A cet égard, on peut dire que celui qui ignore sa mort risque bien de passer à côté de sa vie. La perspective de la mort suscite en effet la quête d’un sens qu’elle menace en même temps qu’elle le rend indispensable pour vivre humainement. C’est pourquoi Camus lui-même, réputé philosophe de l’absurde, est un ardent chercheur de sens qui affirme que le propre de l’homme est qu’il ne se contente pas de sa vie mais qu’il lui faut, pour la vivre, une raison de vivre et que « ce qu’on appelle une raison de vivre, est en même temps une excellente raison de mourir »(1) lorsqu’elle est abolie ou bien quand on elle nous est ravie et qu’on en est privé. Tandis que l’animal se satisfait de sa vie, qui lui suffit bien.

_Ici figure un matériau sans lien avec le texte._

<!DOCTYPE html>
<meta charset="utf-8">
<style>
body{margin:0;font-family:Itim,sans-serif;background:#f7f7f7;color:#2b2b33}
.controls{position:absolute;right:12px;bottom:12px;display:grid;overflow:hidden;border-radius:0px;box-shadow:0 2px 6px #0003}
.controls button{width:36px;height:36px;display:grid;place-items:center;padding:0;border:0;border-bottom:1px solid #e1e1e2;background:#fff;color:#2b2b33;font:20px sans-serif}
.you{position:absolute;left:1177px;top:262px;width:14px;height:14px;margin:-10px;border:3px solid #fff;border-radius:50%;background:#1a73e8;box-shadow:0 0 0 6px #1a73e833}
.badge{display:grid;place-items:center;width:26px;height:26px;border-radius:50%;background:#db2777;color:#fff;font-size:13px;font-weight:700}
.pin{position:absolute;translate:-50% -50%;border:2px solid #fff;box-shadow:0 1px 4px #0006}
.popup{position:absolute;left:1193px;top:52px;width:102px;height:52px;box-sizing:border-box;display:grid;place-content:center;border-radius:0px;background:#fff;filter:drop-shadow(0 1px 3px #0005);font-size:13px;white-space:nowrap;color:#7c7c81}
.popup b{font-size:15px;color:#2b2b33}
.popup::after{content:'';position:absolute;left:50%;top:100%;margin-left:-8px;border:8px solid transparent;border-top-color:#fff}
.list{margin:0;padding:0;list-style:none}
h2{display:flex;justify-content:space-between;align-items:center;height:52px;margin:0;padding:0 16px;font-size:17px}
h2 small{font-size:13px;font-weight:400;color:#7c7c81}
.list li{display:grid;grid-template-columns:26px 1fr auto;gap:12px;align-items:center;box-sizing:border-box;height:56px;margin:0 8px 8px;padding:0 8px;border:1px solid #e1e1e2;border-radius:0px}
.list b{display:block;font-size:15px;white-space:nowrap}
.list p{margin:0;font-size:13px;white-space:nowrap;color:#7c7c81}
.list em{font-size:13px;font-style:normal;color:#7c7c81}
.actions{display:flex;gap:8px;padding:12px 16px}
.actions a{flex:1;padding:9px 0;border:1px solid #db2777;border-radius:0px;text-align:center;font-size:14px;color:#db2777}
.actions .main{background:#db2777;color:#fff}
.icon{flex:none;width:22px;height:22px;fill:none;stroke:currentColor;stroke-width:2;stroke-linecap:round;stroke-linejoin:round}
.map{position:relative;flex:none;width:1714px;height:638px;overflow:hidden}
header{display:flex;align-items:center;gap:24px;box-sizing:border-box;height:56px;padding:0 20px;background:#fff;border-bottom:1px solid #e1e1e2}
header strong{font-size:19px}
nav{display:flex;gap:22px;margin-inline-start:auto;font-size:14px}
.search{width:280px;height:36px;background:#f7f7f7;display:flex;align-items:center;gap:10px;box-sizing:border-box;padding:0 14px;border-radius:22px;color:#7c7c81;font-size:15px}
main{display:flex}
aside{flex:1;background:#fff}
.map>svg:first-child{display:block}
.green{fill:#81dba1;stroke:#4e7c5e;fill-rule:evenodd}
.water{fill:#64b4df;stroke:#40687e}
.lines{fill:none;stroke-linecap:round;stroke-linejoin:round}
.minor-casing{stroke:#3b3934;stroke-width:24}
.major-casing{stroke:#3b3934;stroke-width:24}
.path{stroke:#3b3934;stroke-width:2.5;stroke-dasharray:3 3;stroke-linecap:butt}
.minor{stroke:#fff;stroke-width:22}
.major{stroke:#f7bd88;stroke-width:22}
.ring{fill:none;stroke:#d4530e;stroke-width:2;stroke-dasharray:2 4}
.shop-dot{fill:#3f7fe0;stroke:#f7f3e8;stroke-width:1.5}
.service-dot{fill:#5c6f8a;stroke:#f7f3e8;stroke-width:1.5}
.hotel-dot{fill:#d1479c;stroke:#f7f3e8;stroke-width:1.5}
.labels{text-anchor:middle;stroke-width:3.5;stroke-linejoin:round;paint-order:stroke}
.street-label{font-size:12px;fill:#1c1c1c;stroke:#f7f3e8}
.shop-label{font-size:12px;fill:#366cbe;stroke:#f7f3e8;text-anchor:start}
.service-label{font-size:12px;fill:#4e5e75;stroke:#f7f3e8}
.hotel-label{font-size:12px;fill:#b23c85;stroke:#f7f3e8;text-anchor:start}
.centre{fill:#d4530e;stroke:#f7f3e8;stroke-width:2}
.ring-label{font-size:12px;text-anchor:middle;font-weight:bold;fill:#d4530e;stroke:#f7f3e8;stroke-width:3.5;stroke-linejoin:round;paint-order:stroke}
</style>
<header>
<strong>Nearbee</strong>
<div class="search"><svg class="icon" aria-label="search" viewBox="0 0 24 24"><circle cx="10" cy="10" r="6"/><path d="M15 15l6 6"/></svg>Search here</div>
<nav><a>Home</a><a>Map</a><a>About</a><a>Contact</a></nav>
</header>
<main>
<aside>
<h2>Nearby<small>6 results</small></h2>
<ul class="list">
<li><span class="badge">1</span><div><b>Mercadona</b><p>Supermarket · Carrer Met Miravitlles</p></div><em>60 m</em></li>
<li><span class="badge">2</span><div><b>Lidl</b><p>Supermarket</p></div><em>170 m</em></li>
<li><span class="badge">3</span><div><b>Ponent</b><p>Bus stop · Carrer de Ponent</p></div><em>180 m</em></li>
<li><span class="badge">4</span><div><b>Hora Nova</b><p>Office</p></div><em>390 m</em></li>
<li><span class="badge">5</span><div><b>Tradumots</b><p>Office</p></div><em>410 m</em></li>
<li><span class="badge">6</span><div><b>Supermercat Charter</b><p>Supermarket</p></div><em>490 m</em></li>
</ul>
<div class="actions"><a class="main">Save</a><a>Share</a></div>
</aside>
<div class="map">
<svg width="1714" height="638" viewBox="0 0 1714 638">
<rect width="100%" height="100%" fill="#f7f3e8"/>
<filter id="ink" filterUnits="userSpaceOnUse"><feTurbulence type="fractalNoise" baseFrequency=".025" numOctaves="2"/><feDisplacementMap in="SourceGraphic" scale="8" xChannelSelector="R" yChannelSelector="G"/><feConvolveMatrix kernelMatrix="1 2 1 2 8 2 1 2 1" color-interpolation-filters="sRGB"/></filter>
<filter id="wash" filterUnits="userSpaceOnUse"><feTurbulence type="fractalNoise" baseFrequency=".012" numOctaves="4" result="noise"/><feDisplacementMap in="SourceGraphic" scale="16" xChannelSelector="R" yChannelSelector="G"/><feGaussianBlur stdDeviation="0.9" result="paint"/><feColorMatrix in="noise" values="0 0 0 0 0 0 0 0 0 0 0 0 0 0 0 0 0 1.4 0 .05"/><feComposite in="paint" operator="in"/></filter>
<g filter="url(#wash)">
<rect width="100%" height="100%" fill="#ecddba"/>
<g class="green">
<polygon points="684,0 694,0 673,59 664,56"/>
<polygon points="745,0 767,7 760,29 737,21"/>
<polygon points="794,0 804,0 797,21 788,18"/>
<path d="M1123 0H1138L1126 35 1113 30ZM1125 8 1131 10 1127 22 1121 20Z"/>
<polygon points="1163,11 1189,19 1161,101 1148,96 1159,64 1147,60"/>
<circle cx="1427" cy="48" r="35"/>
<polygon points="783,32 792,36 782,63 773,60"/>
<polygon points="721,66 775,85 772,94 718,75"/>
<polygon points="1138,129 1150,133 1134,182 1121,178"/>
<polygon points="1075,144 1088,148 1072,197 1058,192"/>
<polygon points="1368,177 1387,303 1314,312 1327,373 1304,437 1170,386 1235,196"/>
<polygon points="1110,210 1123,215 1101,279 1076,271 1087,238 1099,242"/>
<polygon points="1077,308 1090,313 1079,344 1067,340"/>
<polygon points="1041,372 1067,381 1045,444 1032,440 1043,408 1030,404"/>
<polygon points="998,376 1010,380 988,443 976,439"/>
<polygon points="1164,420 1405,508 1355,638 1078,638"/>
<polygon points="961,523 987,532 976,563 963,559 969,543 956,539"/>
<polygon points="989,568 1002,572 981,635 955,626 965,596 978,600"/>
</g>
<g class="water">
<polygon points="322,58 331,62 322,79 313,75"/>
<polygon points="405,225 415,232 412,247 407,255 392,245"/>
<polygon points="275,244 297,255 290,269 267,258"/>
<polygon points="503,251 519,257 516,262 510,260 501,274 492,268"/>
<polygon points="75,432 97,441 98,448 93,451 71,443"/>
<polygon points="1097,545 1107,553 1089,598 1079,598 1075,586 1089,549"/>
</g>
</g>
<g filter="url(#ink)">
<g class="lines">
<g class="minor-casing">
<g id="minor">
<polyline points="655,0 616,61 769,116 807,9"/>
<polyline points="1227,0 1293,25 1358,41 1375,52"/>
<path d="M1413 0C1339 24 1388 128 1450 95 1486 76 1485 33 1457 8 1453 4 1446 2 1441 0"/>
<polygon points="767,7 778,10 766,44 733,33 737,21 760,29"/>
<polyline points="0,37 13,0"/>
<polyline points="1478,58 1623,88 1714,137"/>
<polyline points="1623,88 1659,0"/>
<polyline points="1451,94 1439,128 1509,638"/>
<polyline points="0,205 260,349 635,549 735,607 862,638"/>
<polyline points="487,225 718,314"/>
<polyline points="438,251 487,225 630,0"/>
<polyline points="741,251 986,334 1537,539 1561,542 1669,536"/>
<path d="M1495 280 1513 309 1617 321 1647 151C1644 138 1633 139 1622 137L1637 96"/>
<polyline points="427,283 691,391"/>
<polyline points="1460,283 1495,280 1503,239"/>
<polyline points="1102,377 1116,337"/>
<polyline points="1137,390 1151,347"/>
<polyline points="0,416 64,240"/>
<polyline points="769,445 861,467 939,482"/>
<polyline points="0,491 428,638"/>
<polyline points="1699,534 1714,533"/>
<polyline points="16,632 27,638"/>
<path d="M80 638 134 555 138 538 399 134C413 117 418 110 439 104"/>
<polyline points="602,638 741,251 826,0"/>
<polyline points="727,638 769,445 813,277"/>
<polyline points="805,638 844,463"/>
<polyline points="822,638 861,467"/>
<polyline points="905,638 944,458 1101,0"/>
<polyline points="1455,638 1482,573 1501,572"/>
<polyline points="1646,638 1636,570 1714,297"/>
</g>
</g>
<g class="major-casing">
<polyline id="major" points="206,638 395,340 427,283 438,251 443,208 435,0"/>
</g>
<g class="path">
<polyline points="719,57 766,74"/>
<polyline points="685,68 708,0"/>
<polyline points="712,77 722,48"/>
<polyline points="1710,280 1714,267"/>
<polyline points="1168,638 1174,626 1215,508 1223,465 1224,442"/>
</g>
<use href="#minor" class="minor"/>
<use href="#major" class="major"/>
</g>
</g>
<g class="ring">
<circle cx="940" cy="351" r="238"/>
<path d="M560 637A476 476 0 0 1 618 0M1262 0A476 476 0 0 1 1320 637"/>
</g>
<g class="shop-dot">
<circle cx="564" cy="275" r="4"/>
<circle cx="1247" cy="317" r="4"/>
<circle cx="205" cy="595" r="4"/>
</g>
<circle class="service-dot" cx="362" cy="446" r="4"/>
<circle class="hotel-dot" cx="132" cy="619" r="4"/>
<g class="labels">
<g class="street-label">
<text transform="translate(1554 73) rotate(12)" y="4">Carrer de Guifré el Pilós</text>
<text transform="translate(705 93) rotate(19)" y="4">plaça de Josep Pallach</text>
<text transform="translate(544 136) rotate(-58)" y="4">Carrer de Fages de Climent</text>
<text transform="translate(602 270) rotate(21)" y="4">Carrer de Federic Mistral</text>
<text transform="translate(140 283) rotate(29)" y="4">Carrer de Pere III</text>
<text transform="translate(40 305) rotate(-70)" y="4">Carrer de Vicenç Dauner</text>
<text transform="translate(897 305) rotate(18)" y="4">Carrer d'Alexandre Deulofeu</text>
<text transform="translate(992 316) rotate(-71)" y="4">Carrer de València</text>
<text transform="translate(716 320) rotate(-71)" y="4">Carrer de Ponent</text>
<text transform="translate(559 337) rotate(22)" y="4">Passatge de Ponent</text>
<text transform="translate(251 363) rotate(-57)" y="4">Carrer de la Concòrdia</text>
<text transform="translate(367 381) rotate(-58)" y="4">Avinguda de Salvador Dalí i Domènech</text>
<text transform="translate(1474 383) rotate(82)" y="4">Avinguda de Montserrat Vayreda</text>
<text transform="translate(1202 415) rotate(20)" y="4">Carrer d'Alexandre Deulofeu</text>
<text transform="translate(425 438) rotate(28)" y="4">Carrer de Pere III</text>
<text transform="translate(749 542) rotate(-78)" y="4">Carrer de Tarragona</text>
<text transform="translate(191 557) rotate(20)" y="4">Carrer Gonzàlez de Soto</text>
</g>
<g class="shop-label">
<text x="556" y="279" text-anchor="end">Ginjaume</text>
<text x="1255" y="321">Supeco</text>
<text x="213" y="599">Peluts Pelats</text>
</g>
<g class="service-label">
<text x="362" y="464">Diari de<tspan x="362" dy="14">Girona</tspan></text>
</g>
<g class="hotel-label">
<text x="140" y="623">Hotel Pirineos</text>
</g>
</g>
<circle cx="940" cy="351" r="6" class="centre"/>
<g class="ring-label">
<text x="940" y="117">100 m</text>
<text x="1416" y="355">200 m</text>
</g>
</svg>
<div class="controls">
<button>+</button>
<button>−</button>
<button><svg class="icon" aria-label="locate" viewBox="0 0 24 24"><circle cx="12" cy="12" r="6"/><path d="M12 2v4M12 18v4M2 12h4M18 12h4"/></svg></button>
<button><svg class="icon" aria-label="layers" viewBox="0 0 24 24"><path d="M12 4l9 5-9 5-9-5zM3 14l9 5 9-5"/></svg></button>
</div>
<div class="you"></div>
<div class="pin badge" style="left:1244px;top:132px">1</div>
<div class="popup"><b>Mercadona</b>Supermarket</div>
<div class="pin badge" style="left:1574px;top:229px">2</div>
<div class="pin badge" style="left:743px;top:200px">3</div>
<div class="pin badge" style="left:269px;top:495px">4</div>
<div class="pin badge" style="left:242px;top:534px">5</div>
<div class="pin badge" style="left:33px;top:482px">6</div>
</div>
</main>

Avoir à mourir est encore ce qui fait surgir la nécessité de choisir, à la croisée des chemins, celui que l’on va suivre, attendu qu’on ne pourra les parcourir tous. Vivre alors, c’est s’engager, mourir dès à présent à bien des possibles afin de s’offrir à ce qui ne peut être donné que pour autant que l’on s’y abandonne, avec cette confiance que la réalité et l’action mêmes apportent bien souvent ce qui manquait à leur projet. Pour vivre enfin, vivre à plein régime comme on respire à pleins poumons, donner sa plus haute mesure, contre la fascination narcissique d’Argan dans le Malade imaginaire, archétype de l’homme qui s’empêche de vivre, qui veut se faire plaindre et vit replié, en refusant le risque – comme la bien-pensance sanitaire d’une société hygiéniste nous y porte et risque même de nous y contraindre... Platonov aussi est tiraillé par ses indéterminations, son refus de choisir qui fait obstruction à sa vie. Car, qui parle de « vivre » veut dire vivre en grand, et à l’air libre, aussi vrai que, selon le mot de Benjamin Disraeli, « la vie est trop courte pour être petite ». Mais paradoxalement, et ce n’est pas le moindre des paradoxes de la vie, elle risque de se rétrécir comme la peau de chagrin de Balzac pour celui qui veut la retenir, ou multiplier les sensations éphémères, au prix de ce qui dure et qui devient sérieux. « Si le grain de blé tombé en terre ne meurt pas, il reste seul ; mais s’il meurt il porte beaucoup de fruit. » (Jn 12, 24). L’Evangile parle souvent ainsi, contre la tentation d’enfouir son talent. « N’ayez pas peur ! ». C’est en ce sens encore que la mort fait, ou même doit faire, partie de la vie.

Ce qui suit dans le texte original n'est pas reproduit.